Your assignment: Gather up every line from the entries below that uses the word "SFOROVSKI".

Records for the exercise START

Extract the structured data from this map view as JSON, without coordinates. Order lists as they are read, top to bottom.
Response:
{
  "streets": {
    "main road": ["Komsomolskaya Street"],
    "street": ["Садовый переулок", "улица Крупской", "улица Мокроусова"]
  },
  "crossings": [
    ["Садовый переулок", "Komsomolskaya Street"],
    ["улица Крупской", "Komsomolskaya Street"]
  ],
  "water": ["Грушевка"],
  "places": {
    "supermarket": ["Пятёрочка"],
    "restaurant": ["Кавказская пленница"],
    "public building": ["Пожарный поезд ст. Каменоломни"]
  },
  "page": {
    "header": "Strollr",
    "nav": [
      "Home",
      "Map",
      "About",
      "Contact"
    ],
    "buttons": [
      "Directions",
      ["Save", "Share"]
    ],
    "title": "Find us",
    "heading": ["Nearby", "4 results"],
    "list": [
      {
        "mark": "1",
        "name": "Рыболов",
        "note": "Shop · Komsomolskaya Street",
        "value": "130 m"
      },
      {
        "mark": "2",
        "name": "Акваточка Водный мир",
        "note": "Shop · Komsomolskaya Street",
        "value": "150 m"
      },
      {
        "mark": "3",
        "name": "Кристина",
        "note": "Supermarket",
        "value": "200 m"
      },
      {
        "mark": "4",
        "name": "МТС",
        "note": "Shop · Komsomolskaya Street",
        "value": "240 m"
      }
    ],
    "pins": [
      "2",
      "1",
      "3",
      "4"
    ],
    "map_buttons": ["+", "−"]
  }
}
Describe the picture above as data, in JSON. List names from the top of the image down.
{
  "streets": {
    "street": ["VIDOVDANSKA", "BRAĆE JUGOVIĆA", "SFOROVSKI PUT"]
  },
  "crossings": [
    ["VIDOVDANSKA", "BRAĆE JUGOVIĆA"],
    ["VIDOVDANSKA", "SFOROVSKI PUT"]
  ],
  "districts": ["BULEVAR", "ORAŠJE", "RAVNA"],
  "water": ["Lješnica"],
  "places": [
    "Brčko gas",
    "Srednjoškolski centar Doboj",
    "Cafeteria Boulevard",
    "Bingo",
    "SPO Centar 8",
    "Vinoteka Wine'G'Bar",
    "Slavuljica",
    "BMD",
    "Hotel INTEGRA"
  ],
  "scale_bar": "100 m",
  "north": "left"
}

Records for the exercise END

Response:
    "street": ["VIDOVDANSKA", "BRAĆE JUGOVIĆA", "SFOROVSKI PUT"]
    ["VIDOVDANSKA", "SFOROVSKI PUT"]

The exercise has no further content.